Check each line of the listing for the word "body" and report the ones that have it.

> [SUPPLIED ENTRIES]:
============================================================
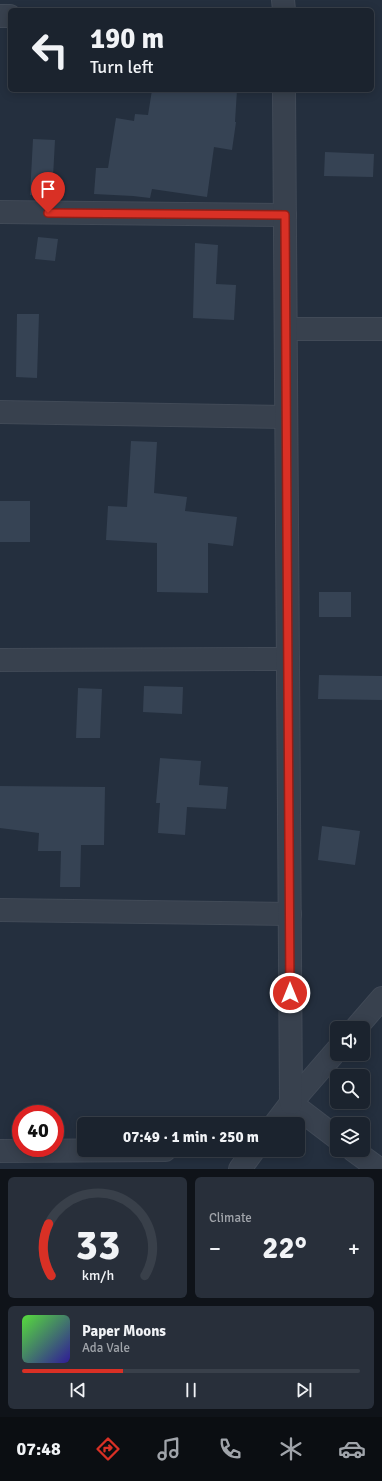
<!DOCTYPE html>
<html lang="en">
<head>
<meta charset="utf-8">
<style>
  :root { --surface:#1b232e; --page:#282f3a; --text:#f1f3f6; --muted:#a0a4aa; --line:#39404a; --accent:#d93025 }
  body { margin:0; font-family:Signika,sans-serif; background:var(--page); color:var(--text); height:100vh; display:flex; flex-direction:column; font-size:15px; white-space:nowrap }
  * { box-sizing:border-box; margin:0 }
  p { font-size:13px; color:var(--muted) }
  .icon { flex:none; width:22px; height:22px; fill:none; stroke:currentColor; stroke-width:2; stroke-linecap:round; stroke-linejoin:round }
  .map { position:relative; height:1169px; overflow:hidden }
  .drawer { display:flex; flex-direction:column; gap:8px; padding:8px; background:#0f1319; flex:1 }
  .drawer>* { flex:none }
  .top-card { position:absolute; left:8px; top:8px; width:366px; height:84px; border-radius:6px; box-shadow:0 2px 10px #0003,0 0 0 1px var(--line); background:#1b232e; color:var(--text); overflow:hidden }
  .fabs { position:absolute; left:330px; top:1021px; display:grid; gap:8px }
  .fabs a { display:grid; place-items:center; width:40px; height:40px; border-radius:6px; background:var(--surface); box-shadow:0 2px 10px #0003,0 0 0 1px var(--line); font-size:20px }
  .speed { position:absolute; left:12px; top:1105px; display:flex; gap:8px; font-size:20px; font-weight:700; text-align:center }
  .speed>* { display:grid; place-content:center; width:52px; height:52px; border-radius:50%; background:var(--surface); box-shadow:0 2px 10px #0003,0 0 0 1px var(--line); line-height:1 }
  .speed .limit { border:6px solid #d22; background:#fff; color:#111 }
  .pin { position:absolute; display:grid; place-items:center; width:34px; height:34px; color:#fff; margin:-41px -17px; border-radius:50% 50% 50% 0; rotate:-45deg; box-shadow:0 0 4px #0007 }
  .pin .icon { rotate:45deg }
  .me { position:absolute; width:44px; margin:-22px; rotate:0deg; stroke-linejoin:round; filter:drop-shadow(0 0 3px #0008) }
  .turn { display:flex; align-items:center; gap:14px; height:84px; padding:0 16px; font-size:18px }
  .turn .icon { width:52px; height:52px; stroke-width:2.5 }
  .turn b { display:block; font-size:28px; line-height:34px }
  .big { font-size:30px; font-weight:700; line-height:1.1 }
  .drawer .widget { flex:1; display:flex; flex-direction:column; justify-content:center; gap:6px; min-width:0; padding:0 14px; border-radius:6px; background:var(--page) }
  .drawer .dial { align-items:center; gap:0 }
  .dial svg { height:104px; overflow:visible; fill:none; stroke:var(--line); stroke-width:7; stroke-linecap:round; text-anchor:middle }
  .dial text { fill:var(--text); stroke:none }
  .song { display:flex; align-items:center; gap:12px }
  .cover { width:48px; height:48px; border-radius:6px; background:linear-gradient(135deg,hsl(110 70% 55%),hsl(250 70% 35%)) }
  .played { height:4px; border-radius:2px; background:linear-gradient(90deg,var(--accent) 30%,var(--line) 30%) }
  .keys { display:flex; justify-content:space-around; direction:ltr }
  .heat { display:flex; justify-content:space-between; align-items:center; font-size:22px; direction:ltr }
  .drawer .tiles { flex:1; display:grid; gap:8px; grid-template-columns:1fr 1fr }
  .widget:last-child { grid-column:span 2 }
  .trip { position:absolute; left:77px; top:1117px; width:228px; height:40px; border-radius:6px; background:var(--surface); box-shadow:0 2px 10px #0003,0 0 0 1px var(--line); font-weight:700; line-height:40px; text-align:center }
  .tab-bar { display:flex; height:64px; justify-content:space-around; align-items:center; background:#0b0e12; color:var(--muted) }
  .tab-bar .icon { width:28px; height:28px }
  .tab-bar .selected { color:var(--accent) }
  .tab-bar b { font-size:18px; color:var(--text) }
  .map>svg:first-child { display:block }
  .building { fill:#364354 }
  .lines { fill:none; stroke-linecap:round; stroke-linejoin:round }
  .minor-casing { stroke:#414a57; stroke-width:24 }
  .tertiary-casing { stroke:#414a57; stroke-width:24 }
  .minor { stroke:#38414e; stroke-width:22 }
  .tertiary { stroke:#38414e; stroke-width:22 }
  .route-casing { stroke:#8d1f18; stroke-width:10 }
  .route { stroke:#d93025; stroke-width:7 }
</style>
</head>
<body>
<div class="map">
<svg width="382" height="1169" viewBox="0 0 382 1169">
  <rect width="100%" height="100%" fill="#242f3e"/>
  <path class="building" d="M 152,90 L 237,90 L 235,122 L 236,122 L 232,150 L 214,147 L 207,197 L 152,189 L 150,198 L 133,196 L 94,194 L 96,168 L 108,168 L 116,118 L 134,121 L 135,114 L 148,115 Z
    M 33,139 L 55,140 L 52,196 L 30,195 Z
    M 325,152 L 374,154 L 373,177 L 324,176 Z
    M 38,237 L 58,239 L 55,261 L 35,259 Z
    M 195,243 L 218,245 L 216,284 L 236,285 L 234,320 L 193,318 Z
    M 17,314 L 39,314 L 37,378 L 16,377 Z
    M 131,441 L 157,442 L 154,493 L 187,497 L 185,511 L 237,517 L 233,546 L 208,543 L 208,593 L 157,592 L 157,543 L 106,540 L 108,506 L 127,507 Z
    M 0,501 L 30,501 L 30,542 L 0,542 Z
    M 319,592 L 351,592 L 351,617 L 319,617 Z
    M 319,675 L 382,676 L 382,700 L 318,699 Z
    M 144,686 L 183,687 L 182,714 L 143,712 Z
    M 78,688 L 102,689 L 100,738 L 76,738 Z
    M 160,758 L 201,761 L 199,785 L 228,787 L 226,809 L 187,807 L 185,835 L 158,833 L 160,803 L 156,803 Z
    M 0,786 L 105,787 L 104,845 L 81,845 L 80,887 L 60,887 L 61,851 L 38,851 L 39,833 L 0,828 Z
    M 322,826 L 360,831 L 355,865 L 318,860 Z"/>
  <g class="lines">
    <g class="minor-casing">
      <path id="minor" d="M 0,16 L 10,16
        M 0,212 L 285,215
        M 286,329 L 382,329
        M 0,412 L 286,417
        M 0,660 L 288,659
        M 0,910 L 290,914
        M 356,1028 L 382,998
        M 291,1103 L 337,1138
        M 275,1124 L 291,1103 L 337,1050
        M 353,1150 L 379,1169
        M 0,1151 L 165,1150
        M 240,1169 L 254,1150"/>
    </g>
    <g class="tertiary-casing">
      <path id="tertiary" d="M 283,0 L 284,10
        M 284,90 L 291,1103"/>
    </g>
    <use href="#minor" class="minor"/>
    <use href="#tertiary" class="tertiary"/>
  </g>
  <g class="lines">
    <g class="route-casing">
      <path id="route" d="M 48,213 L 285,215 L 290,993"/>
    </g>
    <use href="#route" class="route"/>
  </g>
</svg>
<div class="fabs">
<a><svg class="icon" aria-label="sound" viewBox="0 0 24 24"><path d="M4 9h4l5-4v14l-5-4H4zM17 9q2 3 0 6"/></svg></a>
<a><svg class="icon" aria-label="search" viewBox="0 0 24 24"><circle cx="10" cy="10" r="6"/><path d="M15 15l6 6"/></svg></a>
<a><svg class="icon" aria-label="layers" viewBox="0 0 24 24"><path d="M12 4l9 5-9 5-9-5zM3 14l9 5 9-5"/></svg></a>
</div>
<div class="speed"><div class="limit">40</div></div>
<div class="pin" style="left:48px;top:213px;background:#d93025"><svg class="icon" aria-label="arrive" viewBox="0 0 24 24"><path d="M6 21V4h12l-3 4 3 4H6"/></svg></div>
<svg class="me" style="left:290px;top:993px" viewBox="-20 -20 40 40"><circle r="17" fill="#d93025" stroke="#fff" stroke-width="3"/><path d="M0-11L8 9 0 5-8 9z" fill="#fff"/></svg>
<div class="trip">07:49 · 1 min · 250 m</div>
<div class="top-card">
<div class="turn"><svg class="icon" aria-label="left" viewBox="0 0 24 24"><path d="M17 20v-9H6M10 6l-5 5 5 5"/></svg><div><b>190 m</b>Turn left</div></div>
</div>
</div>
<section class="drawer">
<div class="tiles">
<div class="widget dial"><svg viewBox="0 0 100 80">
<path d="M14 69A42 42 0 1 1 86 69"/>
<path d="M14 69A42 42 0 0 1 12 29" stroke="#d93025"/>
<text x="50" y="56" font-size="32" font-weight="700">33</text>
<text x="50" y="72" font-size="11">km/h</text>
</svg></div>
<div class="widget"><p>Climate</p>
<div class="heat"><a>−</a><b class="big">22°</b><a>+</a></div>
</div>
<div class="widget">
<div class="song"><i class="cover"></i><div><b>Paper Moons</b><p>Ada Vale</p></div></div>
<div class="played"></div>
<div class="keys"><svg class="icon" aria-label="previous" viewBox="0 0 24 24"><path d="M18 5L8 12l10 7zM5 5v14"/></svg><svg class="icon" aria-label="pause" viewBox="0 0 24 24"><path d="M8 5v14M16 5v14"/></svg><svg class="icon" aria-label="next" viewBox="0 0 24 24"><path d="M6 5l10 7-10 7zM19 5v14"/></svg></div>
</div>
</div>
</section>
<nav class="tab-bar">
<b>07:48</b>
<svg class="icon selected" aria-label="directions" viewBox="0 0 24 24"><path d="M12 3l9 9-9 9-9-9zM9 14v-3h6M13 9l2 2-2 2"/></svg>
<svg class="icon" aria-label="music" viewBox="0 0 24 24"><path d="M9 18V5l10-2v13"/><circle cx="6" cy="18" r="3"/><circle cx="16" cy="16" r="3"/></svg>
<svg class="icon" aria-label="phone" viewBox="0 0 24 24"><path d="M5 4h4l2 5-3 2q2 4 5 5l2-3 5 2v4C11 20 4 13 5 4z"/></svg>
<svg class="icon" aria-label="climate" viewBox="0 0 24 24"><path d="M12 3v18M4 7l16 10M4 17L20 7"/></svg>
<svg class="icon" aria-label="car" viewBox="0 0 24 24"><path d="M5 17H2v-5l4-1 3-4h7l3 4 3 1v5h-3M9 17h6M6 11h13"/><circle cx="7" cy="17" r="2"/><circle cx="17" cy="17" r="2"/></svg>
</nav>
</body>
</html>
============================================================
> [RESULT OF THIS TASK]:
  body { margin:0; font-family:Signika,sans-serif; background:var(--page); color:var(--text); height:100vh; display:flex; flex-direction:column; font-size:15px; white-space:nowrap }
<body>
</body>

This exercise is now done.